(Listed records)
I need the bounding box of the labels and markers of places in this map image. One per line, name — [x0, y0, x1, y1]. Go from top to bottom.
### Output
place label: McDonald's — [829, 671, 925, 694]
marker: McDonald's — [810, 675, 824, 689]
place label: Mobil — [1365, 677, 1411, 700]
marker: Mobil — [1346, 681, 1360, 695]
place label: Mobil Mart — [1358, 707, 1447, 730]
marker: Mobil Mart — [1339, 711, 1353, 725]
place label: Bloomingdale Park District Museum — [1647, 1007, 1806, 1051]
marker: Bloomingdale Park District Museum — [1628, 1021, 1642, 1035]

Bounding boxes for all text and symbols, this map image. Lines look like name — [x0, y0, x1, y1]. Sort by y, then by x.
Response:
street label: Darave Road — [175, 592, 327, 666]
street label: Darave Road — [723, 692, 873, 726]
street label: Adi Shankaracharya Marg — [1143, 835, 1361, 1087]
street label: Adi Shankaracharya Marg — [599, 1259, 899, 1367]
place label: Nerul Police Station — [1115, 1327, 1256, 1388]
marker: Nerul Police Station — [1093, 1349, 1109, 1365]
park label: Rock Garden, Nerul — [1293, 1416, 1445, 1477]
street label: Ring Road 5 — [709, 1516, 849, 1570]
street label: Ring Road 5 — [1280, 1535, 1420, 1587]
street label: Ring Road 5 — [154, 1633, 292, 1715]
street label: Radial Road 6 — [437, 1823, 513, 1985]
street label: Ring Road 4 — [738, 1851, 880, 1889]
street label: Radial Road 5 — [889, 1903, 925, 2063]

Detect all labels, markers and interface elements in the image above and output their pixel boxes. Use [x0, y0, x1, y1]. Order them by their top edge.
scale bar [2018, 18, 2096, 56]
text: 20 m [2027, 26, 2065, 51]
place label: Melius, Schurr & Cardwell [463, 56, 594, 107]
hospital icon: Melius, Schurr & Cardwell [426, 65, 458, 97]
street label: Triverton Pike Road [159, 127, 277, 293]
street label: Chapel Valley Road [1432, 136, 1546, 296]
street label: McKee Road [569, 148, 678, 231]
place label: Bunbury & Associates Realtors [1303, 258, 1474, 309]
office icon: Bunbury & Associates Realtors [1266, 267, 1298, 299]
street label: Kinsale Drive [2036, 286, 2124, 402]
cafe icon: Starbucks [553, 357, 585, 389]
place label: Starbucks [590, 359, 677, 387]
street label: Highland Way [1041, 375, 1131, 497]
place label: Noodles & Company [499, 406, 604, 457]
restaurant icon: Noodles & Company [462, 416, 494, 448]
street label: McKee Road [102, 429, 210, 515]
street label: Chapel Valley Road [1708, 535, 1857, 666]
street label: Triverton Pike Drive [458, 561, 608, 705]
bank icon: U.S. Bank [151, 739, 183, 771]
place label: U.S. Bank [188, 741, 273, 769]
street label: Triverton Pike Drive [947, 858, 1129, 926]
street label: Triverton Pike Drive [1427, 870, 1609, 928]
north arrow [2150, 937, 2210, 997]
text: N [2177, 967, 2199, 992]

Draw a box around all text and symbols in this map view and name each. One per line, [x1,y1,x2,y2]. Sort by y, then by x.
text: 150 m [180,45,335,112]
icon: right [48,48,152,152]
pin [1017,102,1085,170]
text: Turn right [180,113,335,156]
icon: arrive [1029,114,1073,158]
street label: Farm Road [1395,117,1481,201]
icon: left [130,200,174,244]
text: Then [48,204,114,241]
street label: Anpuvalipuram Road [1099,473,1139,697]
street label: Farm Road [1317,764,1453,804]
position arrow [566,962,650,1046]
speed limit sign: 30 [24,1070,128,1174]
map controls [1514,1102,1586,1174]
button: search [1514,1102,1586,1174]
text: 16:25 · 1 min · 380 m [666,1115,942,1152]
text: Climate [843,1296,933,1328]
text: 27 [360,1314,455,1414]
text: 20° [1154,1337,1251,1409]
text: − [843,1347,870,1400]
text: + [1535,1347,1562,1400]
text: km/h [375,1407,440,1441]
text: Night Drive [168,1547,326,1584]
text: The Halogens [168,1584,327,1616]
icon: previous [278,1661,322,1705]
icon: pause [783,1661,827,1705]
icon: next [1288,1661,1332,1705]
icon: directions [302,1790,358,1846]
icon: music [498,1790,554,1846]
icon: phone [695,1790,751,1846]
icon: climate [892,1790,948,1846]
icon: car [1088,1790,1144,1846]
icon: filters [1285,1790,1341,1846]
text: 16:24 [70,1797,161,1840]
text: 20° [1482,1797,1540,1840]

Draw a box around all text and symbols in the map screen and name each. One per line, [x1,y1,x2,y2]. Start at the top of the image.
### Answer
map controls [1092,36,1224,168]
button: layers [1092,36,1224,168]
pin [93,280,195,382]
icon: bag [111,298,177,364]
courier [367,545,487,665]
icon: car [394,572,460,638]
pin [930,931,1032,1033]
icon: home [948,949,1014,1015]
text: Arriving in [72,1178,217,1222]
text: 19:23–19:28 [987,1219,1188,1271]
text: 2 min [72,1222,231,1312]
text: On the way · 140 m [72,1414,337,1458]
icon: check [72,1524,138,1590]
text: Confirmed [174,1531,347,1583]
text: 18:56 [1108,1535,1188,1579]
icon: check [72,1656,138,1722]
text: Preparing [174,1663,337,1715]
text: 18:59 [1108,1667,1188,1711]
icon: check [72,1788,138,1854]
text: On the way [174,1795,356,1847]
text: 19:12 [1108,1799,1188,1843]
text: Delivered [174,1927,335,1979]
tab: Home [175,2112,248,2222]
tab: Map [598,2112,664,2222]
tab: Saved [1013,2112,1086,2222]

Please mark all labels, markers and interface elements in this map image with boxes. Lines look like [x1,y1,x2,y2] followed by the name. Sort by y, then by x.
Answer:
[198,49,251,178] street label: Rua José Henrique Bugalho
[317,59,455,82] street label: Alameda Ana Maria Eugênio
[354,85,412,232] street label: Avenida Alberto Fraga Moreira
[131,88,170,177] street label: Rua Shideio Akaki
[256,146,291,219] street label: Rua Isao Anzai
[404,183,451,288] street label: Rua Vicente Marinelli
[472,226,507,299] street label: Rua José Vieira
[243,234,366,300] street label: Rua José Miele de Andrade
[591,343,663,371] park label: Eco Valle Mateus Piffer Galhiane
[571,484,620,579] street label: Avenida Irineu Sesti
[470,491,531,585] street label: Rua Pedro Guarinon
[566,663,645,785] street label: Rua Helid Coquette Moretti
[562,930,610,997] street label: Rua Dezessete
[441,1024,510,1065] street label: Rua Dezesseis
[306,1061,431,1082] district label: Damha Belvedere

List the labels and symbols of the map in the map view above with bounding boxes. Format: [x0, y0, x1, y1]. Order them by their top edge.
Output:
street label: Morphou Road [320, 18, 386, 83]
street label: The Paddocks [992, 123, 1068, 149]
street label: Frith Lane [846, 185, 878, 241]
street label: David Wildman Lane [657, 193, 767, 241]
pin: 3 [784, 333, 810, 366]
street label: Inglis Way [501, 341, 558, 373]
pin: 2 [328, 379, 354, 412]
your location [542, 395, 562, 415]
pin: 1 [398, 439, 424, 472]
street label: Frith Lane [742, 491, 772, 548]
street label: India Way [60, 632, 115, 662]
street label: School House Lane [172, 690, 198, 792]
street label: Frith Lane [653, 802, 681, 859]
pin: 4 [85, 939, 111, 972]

(What you need to do) Repeat the entries above verbatim.

(Exercise solution)
I need the bounding box of the labels and markers of places in this map image. One per line, name — [x0, y0, x1, y1]. Go from top to bottom.
### Output
place label: McDonald's — [829, 671, 925, 694]
marker: McDonald's — [810, 675, 824, 689]
place label: Mobil — [1365, 677, 1411, 700]
marker: Mobil — [1346, 681, 1360, 695]
place label: Mobil Mart — [1358, 707, 1447, 730]
marker: Mobil Mart — [1339, 711, 1353, 725]
place label: Bloomingdale Park District Museum — [1647, 1007, 1806, 1051]
marker: Bloomingdale Park District Museum — [1628, 1021, 1642, 1035]

Bounding boxes for all text and symbols, this map image. Lines look like name — [x0, y0, x1, y1]. Sort by y, then by x.
Response:
street label: Darave Road — [175, 592, 327, 666]
street label: Darave Road — [723, 692, 873, 726]
street label: Adi Shankaracharya Marg — [1143, 835, 1361, 1087]
street label: Adi Shankaracharya Marg — [599, 1259, 899, 1367]
place label: Nerul Police Station — [1115, 1327, 1256, 1388]
marker: Nerul Police Station — [1093, 1349, 1109, 1365]
park label: Rock Garden, Nerul — [1293, 1416, 1445, 1477]
street label: Ring Road 5 — [709, 1516, 849, 1570]
street label: Ring Road 5 — [1280, 1535, 1420, 1587]
street label: Ring Road 5 — [154, 1633, 292, 1715]
street label: Radial Road 6 — [437, 1823, 513, 1985]
street label: Ring Road 4 — [738, 1851, 880, 1889]
street label: Radial Road 5 — [889, 1903, 925, 2063]

Detect all labels, markers and interface elements in the image above and output their pixel boxes. Use [x0, y0, x1, y1]. Order them by their top edge.
scale bar [2018, 18, 2096, 56]
text: 20 m [2027, 26, 2065, 51]
place label: Melius, Schurr & Cardwell [463, 56, 594, 107]
hospital icon: Melius, Schurr & Cardwell [426, 65, 458, 97]
street label: Triverton Pike Road [159, 127, 277, 293]
street label: Chapel Valley Road [1432, 136, 1546, 296]
street label: McKee Road [569, 148, 678, 231]
place label: Bunbury & Associates Realtors [1303, 258, 1474, 309]
office icon: Bunbury & Associates Realtors [1266, 267, 1298, 299]
street label: Kinsale Drive [2036, 286, 2124, 402]
cafe icon: Starbucks [553, 357, 585, 389]
place label: Starbucks [590, 359, 677, 387]
street label: Highland Way [1041, 375, 1131, 497]
place label: Noodles & Company [499, 406, 604, 457]
restaurant icon: Noodles & Company [462, 416, 494, 448]
street label: McKee Road [102, 429, 210, 515]
street label: Chapel Valley Road [1708, 535, 1857, 666]
street label: Triverton Pike Drive [458, 561, 608, 705]
bank icon: U.S. Bank [151, 739, 183, 771]
place label: U.S. Bank [188, 741, 273, 769]
street label: Triverton Pike Drive [947, 858, 1129, 926]
street label: Triverton Pike Drive [1427, 870, 1609, 928]
north arrow [2150, 937, 2210, 997]
text: N [2177, 967, 2199, 992]

Draw a box around all text and symbols in this map view and name each. One per line, [x1,y1,x2,y2]. Sort by y, then by x.
text: 150 m [180,45,335,112]
icon: right [48,48,152,152]
pin [1017,102,1085,170]
text: Turn right [180,113,335,156]
icon: arrive [1029,114,1073,158]
street label: Farm Road [1395,117,1481,201]
icon: left [130,200,174,244]
text: Then [48,204,114,241]
street label: Anpuvalipuram Road [1099,473,1139,697]
street label: Farm Road [1317,764,1453,804]
position arrow [566,962,650,1046]
speed limit sign: 30 [24,1070,128,1174]
map controls [1514,1102,1586,1174]
button: search [1514,1102,1586,1174]
text: 16:25 · 1 min · 380 m [666,1115,942,1152]
text: Climate [843,1296,933,1328]
text: 27 [360,1314,455,1414]
text: 20° [1154,1337,1251,1409]
text: − [843,1347,870,1400]
text: + [1535,1347,1562,1400]
text: km/h [375,1407,440,1441]
text: Night Drive [168,1547,326,1584]
text: The Halogens [168,1584,327,1616]
icon: previous [278,1661,322,1705]
icon: pause [783,1661,827,1705]
icon: next [1288,1661,1332,1705]
icon: directions [302,1790,358,1846]
icon: music [498,1790,554,1846]
icon: phone [695,1790,751,1846]
icon: climate [892,1790,948,1846]
icon: car [1088,1790,1144,1846]
icon: filters [1285,1790,1341,1846]
text: 16:24 [70,1797,161,1840]
text: 20° [1482,1797,1540,1840]

Draw a box around all text and symbols in the map screen and name each. One per line, [x1,y1,x2,y2]. Start at the top of the image.
### Answer
map controls [1092,36,1224,168]
button: layers [1092,36,1224,168]
pin [93,280,195,382]
icon: bag [111,298,177,364]
courier [367,545,487,665]
icon: car [394,572,460,638]
pin [930,931,1032,1033]
icon: home [948,949,1014,1015]
text: Arriving in [72,1178,217,1222]
text: 19:23–19:28 [987,1219,1188,1271]
text: 2 min [72,1222,231,1312]
text: On the way · 140 m [72,1414,337,1458]
icon: check [72,1524,138,1590]
text: Confirmed [174,1531,347,1583]
text: 18:56 [1108,1535,1188,1579]
icon: check [72,1656,138,1722]
text: Preparing [174,1663,337,1715]
text: 18:59 [1108,1667,1188,1711]
icon: check [72,1788,138,1854]
text: On the way [174,1795,356,1847]
text: 19:12 [1108,1799,1188,1843]
text: Delivered [174,1927,335,1979]
tab: Home [175,2112,248,2222]
tab: Map [598,2112,664,2222]
tab: Saved [1013,2112,1086,2222]

Please mark all labels, markers and interface elements in this map image with boxes. Lines look like [x1,y1,x2,y2] followed by the name. Sort by y, then by x.
Answer:
[198,49,251,178] street label: Rua José Henrique Bugalho
[317,59,455,82] street label: Alameda Ana Maria Eugênio
[354,85,412,232] street label: Avenida Alberto Fraga Moreira
[131,88,170,177] street label: Rua Shideio Akaki
[256,146,291,219] street label: Rua Isao Anzai
[404,183,451,288] street label: Rua Vicente Marinelli
[472,226,507,299] street label: Rua José Vieira
[243,234,366,300] street label: Rua José Miele de Andrade
[591,343,663,371] park label: Eco Valle Mateus Piffer Galhiane
[571,484,620,579] street label: Avenida Irineu Sesti
[470,491,531,585] street label: Rua Pedro Guarinon
[566,663,645,785] street label: Rua Helid Coquette Moretti
[562,930,610,997] street label: Rua Dezessete
[441,1024,510,1065] street label: Rua Dezesseis
[306,1061,431,1082] district label: Damha Belvedere

List the labels and symbols of the map in the map view above with bounding boxes. Format: [x0, y0, x1, y1]. Order them by their top edge.
Output:
street label: Morphou Road [320, 18, 386, 83]
street label: The Paddocks [992, 123, 1068, 149]
street label: Frith Lane [846, 185, 878, 241]
street label: David Wildman Lane [657, 193, 767, 241]
pin: 3 [784, 333, 810, 366]
street label: Inglis Way [501, 341, 558, 373]
pin: 2 [328, 379, 354, 412]
your location [542, 395, 562, 415]
pin: 1 [398, 439, 424, 472]
street label: Frith Lane [742, 491, 772, 548]
street label: India Way [60, 632, 115, 662]
street label: School House Lane [172, 690, 198, 792]
street label: Frith Lane [653, 802, 681, 859]
pin: 4 [85, 939, 111, 972]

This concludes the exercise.